§ **YOUR GOAL**:
Find the word "grid" in the listing. Copy out each line where it occurs.

================

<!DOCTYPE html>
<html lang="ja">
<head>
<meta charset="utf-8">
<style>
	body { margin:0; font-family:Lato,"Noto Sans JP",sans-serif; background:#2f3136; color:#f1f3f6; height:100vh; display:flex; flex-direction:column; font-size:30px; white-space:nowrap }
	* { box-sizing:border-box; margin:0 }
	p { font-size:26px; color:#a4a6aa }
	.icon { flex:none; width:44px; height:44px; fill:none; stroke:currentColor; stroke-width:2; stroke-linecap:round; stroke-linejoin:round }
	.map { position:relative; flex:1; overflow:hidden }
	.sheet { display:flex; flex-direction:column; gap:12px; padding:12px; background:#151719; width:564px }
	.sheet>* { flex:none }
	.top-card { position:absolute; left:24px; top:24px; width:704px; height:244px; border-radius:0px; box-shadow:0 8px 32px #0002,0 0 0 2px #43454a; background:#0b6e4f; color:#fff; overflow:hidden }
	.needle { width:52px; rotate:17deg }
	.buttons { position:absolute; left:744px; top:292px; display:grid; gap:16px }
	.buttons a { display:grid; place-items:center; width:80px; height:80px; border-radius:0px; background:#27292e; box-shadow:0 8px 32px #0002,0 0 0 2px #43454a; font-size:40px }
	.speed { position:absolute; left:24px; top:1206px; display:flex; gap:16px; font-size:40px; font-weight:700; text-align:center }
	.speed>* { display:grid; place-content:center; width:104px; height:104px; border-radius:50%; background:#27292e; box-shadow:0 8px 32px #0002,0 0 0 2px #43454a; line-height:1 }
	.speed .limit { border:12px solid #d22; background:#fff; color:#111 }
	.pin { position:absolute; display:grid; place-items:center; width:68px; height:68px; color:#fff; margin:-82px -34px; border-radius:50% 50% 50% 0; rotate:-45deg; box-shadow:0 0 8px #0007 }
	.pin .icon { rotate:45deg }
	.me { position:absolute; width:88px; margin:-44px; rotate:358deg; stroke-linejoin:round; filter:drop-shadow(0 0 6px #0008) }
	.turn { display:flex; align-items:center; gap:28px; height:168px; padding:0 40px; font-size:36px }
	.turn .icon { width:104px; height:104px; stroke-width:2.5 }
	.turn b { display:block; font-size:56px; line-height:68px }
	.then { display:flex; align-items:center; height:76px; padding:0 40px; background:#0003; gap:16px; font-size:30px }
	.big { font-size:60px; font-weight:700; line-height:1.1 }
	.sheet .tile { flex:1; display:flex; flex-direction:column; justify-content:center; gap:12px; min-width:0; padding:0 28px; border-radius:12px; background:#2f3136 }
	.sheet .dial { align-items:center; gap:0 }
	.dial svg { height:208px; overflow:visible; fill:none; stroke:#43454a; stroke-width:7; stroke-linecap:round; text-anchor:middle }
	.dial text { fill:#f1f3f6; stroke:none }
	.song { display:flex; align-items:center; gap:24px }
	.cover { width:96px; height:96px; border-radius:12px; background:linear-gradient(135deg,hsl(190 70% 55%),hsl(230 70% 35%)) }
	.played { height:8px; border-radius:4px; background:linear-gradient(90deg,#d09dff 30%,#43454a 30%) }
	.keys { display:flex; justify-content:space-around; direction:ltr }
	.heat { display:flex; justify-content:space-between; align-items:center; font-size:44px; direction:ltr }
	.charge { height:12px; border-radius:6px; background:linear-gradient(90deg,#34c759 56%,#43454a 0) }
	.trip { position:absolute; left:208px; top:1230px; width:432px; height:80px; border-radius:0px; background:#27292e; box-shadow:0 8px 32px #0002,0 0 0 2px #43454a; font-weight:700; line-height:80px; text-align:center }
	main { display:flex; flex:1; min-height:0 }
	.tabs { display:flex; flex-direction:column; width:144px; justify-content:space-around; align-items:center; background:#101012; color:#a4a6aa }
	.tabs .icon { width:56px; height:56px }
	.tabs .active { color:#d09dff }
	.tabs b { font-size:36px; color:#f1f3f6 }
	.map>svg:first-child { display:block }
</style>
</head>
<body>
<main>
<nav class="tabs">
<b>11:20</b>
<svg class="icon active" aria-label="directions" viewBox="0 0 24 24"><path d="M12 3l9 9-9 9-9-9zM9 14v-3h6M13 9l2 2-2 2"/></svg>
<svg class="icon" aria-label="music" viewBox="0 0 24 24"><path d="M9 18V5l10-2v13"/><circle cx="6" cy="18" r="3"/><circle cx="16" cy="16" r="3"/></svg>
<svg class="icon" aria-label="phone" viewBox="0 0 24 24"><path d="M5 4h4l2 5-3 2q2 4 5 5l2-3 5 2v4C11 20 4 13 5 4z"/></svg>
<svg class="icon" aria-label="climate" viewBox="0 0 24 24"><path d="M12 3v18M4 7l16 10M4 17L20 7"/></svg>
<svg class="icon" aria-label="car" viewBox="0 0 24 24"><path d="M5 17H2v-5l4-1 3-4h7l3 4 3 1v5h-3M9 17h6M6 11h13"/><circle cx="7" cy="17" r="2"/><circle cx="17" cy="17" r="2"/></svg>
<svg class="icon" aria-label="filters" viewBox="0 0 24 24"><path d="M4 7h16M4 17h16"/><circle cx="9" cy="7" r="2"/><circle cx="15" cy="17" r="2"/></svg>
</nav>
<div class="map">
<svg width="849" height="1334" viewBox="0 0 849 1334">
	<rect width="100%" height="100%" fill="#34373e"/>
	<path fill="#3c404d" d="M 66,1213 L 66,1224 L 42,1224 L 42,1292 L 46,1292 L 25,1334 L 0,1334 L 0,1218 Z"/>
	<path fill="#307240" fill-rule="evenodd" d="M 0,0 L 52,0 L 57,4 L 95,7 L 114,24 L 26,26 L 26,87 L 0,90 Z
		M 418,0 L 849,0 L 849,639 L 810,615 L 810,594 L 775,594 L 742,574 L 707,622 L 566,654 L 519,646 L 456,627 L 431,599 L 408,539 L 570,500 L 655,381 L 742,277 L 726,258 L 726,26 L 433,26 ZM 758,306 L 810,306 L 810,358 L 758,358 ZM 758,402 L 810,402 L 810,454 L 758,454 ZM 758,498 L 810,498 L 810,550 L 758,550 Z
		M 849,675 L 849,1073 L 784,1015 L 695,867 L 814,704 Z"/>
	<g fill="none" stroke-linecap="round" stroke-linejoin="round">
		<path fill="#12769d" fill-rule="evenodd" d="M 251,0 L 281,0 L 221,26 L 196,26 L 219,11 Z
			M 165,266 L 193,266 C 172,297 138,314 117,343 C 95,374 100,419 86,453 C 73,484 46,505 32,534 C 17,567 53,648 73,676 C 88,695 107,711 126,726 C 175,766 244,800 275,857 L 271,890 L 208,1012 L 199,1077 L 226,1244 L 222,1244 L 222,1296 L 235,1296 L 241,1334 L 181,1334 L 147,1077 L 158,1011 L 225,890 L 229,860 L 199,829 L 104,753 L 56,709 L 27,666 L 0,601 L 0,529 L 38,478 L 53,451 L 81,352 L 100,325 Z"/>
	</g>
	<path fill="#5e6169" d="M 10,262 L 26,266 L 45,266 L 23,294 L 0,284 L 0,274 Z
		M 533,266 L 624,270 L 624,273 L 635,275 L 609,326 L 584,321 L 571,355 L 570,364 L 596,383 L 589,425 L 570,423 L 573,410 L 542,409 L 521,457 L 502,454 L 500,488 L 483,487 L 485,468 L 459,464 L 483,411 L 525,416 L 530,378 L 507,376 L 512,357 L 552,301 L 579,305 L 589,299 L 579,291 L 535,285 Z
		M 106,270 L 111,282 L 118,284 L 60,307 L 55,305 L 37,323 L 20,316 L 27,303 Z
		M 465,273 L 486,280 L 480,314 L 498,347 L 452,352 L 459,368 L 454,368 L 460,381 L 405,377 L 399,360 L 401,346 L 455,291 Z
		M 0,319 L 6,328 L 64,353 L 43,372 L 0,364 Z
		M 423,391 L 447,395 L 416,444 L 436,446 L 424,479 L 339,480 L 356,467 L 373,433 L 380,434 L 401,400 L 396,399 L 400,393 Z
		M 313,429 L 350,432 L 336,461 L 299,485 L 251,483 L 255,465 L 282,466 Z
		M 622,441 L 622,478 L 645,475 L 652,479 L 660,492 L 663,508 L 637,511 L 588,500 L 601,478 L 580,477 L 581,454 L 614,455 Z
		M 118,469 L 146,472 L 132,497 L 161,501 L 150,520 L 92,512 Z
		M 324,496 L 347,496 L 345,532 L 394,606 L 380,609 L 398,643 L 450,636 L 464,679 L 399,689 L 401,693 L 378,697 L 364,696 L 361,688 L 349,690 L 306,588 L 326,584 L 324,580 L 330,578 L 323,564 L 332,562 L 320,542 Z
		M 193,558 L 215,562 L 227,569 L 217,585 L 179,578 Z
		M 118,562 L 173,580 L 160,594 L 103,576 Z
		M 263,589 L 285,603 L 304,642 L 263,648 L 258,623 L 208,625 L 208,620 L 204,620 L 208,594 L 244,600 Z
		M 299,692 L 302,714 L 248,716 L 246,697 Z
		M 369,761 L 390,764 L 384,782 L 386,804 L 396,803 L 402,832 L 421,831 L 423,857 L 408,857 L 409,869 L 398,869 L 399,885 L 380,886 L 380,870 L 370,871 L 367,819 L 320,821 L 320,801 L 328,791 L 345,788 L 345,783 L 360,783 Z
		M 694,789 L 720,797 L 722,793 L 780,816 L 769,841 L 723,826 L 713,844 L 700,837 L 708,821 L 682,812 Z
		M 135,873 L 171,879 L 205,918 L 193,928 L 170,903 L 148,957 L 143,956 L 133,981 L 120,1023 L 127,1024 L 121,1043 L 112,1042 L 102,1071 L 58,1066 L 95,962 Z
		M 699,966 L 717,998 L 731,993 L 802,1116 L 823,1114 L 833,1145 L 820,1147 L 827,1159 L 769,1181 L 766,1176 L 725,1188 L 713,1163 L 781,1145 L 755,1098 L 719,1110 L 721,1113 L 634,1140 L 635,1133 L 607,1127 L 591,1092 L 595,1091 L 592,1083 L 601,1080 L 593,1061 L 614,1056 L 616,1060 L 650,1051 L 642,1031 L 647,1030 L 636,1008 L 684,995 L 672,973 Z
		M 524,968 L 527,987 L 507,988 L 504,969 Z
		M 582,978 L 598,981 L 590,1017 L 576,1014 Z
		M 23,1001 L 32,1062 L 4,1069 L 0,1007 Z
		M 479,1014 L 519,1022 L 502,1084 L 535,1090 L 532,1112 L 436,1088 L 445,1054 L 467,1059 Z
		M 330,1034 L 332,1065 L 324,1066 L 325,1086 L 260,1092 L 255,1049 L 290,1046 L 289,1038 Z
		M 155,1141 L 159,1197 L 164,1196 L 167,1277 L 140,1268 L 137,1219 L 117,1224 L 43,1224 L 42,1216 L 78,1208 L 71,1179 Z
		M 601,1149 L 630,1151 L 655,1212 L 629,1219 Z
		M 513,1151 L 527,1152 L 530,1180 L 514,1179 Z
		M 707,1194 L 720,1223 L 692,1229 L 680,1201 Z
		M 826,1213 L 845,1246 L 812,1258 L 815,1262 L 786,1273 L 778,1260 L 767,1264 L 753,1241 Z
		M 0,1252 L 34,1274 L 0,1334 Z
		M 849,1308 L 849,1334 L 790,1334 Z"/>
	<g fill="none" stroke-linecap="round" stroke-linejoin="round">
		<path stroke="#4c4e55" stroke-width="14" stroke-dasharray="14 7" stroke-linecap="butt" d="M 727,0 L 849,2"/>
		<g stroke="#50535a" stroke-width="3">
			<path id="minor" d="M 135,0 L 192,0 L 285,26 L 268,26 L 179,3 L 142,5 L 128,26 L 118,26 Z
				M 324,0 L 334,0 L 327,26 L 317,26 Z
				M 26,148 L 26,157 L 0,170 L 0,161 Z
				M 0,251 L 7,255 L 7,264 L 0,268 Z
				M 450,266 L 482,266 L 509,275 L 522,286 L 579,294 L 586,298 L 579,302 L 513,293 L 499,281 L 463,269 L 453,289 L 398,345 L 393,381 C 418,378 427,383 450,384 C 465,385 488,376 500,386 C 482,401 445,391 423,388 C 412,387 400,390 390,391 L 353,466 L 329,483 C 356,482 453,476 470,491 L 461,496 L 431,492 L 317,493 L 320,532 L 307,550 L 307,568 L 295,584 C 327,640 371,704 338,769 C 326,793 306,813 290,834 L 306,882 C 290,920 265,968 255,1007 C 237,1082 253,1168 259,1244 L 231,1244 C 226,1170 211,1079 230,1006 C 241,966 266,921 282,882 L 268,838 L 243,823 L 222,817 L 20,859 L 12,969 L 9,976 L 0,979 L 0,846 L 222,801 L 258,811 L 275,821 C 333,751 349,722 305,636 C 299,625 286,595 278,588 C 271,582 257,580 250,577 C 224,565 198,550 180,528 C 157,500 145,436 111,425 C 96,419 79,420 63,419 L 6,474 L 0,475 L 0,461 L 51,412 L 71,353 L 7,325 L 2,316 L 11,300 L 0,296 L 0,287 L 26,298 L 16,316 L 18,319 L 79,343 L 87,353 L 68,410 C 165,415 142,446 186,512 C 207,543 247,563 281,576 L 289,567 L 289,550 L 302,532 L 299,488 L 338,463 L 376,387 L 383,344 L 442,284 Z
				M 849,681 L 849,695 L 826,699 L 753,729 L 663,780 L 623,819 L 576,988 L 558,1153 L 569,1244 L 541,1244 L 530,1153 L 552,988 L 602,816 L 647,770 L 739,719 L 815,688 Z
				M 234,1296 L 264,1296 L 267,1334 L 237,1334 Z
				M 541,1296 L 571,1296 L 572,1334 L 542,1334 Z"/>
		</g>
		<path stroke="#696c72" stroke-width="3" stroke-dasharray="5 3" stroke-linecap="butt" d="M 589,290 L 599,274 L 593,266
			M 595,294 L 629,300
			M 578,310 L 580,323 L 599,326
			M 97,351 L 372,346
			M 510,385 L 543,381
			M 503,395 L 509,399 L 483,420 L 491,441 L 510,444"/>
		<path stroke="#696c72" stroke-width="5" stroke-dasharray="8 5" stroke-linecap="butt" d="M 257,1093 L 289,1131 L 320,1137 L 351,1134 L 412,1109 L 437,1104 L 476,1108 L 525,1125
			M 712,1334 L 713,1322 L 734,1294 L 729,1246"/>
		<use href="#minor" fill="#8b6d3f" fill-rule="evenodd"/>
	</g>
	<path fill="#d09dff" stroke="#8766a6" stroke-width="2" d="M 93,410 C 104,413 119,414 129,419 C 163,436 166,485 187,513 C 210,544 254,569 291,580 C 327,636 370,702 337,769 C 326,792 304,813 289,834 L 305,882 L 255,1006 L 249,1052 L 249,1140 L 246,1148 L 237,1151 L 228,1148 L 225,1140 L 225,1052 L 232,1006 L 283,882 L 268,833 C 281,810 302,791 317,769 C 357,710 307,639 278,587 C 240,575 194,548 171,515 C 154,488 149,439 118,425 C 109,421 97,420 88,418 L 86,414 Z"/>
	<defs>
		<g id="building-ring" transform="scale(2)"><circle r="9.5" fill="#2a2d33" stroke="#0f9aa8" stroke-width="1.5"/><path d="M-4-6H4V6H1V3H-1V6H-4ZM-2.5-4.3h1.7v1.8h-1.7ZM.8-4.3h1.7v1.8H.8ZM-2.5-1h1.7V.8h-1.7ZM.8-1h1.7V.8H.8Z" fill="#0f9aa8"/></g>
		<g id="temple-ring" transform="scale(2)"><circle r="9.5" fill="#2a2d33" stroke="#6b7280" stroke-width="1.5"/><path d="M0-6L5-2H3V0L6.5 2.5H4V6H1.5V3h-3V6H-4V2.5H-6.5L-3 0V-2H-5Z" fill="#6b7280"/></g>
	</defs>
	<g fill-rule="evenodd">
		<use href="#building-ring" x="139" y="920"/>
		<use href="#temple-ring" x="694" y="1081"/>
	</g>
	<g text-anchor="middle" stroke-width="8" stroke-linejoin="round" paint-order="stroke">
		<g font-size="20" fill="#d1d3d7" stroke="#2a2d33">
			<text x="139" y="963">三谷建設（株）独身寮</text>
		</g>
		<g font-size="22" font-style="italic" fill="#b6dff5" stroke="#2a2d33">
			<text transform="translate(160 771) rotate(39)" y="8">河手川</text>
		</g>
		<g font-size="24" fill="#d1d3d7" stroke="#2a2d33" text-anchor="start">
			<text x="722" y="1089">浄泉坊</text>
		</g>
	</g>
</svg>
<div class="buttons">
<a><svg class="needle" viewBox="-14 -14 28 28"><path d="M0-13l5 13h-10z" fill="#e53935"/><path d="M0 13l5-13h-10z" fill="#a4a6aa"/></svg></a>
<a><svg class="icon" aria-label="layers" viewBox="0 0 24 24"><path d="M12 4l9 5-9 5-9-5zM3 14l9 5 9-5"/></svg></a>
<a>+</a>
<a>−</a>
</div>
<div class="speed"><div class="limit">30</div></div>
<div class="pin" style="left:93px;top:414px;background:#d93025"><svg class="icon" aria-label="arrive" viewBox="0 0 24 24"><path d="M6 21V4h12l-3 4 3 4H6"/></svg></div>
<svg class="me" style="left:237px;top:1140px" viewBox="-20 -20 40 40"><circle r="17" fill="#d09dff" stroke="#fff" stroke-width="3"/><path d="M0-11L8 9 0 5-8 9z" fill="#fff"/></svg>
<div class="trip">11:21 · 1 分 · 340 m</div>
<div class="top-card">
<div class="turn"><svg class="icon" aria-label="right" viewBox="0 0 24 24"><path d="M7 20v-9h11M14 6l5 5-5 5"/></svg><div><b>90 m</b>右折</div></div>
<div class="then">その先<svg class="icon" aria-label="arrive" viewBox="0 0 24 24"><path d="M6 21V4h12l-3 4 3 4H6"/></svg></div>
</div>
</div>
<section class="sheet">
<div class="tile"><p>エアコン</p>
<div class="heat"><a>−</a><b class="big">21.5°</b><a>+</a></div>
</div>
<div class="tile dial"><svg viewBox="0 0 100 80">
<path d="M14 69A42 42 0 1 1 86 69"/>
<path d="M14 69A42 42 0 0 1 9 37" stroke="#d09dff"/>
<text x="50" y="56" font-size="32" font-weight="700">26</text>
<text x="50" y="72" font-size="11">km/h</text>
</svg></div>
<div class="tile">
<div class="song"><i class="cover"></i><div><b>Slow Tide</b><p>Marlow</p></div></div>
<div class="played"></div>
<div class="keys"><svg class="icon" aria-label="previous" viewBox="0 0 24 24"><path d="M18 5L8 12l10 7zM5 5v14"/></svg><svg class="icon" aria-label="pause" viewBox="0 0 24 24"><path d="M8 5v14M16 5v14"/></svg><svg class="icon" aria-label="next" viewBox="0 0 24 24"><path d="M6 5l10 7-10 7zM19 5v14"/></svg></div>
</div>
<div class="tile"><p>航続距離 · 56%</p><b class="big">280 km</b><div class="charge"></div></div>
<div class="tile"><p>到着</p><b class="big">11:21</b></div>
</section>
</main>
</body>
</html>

================

§ **SOLUTION FOR THIS PROBLEM**:
	.buttons { position:absolute; left:744px; top:292px; display:grid; gap:16px }
	.buttons a { display:grid; place-items:center; width:80px; height:80px; border-radius:0px; background:#27292e; box-shadow:0 8px 32px #0002,0 0 0 2px #43454a; font-size:40px }
	.speed>* { display:grid; place-content:center; width:104px; height:104px; border-radius:50%; background:#27292e; box-shadow:0 8px 32px #0002,0 0 0 2px #43454a; line-height:1 }
	.pin { position:absolute; display:grid; place-items:center; width:68px; height:68px; color:#fff; margin:-82px -34px; border-radius:50% 50% 50% 0; rotate:-45deg; box-shadow:0 0 8px #0007 }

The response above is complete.